Bit Rate, Symbol Rate and Baud Rate

In digital communication the transmission of signal is discrete in time i.e. it occurs in discrete intervals of time. One such interval is called ‘Symbol time or duration’. The signal transmitted during one symbol time is called a symbol or a signaling element. The rate at which the signaling elements or symbols are transmitted i.e. the number of symbols per second is called the symbol rate, signaling rate or baud rate. It is measured in baud. Symbol time is of course the reciprocal of baud rate.

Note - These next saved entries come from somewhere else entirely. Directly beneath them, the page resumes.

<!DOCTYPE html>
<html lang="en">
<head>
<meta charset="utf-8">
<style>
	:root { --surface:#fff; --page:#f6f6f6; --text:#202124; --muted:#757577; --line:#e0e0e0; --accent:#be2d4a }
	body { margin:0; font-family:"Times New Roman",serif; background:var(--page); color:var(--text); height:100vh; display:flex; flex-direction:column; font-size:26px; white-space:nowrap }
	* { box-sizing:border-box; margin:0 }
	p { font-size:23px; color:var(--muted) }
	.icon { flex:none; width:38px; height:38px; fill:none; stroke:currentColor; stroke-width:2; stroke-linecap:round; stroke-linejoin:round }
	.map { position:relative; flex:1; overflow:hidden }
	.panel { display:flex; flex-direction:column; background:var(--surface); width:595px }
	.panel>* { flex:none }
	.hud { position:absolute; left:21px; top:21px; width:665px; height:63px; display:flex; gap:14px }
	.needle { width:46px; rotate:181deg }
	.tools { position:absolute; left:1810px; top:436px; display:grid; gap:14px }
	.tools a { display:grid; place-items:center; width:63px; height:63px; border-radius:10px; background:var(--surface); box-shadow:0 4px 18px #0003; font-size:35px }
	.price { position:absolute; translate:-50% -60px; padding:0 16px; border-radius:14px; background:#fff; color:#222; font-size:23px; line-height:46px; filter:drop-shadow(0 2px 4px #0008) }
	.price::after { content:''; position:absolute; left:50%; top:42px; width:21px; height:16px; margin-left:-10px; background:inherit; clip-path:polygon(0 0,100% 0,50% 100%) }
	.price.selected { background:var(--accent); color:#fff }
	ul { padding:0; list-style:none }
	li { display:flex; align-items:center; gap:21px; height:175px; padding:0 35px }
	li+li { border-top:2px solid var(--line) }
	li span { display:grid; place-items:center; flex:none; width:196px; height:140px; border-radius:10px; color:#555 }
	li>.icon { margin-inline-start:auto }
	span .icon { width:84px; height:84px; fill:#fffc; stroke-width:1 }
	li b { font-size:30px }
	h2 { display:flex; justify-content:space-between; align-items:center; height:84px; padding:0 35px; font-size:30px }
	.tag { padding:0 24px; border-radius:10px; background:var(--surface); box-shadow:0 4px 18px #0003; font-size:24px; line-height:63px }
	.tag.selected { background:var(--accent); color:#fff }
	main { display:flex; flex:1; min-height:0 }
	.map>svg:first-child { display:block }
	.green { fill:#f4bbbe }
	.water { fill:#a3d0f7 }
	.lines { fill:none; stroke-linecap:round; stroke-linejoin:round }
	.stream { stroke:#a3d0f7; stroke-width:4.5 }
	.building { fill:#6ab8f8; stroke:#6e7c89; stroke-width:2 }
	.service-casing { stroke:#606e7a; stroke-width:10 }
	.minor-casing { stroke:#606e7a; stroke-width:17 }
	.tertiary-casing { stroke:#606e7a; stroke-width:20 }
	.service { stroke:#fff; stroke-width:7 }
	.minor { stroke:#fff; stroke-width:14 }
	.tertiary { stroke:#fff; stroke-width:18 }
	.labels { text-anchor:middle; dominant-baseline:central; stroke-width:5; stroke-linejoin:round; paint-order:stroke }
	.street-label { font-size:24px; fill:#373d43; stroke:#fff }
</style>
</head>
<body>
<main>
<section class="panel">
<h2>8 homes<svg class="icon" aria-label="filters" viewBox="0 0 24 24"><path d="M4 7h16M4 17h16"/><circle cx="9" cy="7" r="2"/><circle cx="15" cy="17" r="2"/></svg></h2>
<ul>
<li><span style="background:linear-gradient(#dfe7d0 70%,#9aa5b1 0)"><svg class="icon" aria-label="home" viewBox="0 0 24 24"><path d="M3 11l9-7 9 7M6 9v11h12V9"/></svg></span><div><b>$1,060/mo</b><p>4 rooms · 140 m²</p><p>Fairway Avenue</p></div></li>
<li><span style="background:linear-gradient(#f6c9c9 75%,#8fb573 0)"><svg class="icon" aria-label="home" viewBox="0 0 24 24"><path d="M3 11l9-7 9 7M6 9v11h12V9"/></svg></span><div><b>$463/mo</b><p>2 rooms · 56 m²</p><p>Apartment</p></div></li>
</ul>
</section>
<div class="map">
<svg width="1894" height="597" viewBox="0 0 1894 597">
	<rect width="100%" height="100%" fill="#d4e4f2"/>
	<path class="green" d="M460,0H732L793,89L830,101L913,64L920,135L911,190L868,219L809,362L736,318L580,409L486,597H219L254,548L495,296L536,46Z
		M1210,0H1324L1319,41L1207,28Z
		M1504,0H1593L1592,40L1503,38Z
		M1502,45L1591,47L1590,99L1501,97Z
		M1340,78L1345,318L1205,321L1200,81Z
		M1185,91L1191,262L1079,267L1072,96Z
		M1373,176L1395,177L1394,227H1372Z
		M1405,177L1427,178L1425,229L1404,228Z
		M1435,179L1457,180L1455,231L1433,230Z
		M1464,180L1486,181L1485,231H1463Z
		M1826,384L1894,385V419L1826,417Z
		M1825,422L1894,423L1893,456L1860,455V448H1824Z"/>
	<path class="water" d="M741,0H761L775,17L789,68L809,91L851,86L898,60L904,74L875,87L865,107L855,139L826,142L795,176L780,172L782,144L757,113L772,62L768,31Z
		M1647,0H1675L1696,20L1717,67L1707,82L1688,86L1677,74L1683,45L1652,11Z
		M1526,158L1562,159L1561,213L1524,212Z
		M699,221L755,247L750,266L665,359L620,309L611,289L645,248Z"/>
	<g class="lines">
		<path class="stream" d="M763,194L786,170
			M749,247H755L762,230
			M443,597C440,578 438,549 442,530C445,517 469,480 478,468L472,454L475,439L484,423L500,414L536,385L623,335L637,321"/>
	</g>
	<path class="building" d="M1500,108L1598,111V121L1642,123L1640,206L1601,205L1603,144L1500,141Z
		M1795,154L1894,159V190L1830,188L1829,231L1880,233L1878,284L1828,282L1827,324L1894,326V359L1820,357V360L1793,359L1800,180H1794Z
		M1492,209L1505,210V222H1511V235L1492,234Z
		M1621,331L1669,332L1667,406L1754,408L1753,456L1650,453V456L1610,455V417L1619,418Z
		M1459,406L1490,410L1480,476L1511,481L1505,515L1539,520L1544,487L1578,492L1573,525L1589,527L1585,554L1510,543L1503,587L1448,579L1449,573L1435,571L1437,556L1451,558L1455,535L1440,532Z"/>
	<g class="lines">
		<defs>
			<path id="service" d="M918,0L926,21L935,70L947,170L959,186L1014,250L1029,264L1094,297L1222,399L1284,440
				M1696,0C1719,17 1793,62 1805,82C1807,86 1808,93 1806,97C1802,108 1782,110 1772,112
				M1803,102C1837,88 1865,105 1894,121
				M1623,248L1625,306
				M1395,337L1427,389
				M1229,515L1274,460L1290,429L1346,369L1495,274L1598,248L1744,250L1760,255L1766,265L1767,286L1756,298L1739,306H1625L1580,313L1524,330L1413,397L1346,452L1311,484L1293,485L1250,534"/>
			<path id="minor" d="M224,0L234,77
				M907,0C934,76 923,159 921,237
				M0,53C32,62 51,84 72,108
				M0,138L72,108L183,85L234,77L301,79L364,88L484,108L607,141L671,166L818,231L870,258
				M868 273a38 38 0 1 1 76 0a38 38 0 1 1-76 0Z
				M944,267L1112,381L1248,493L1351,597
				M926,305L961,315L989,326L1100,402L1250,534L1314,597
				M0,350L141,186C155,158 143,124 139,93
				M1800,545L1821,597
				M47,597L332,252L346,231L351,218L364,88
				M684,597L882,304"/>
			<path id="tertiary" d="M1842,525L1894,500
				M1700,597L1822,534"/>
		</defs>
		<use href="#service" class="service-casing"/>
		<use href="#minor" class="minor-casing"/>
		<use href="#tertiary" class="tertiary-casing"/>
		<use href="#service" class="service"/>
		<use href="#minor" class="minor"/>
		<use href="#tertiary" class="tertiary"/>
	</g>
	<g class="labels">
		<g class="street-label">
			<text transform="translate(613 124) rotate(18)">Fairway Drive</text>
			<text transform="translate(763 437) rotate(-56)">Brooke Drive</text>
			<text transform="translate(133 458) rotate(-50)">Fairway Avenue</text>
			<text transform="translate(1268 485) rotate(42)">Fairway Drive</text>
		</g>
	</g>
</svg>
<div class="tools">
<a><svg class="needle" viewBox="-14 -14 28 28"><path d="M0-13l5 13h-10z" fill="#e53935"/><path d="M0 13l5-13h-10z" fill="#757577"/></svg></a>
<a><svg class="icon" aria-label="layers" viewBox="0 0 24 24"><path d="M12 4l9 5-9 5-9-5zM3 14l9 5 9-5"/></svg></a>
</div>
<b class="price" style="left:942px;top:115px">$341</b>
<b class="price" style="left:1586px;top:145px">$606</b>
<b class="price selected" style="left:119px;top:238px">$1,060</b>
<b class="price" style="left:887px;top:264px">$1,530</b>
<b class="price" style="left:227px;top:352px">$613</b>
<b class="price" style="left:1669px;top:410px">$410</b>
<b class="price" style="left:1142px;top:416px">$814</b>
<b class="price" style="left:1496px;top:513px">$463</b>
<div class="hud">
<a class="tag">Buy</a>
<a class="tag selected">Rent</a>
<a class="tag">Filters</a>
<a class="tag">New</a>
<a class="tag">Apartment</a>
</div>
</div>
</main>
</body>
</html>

Bit rate or data rate is the number of bits transmitted per second. If each symbol or signaling element contains information of a single bit, then we say it is binary communication. In such case, symbol rate and bit rate are equal. But a symbol or a signaling element may carry information of more than one bit. Such communication is termed as M-ary communication. In general bit rate R_b is related to symbol rate R_s by the following relationship:

R_b = k R_s

Where k represents the number of bits transmitted per symbol. k=log₂M, where M is called the modulation level of the scheme.

Example: Consider the example of FSK which will be discussed in more detail later. For this example, assume that each two bits are mapped to one frequency. Hence, k=2 and M=4. That is why we call it 4-ary FSK. Suppose 100 symbols are transmitted per second using this scheme. Then R_s=100 baud, while R_b= 200 bps.

Bandwidth requirement of a digitally modulated signal is not directly related to its data rate; it is in fact related to symbol rate, as follows:

 Bt=R_s(1+r)/2

where r is the roll-off factor. Hence, the bandwidth depends upon the pulse shape, pulse roll-off factor and the symbol rate. For r=1, B_T=R_s. Hence, a digital signal transmitting at 100 baud will occupy a spectral band of 100 Hz.

We conclude that that by increasing k we can increase R_b for a given B_T and R_S. Therefore, the factor k is a measure of the spectral efficiency of a modulation scheme; a higher k means that within a given R_S, and hence a given B_T, more data can be transmitted. For instance, if 1KHz is available for transmission, then a binary scheme will be able to transmit 1Kbps while a 4-ary scheme will transmit 2kbps and a 16-ary scheme will transmit 4kbps. Note that each of these modulation schemes has the same symbol rate.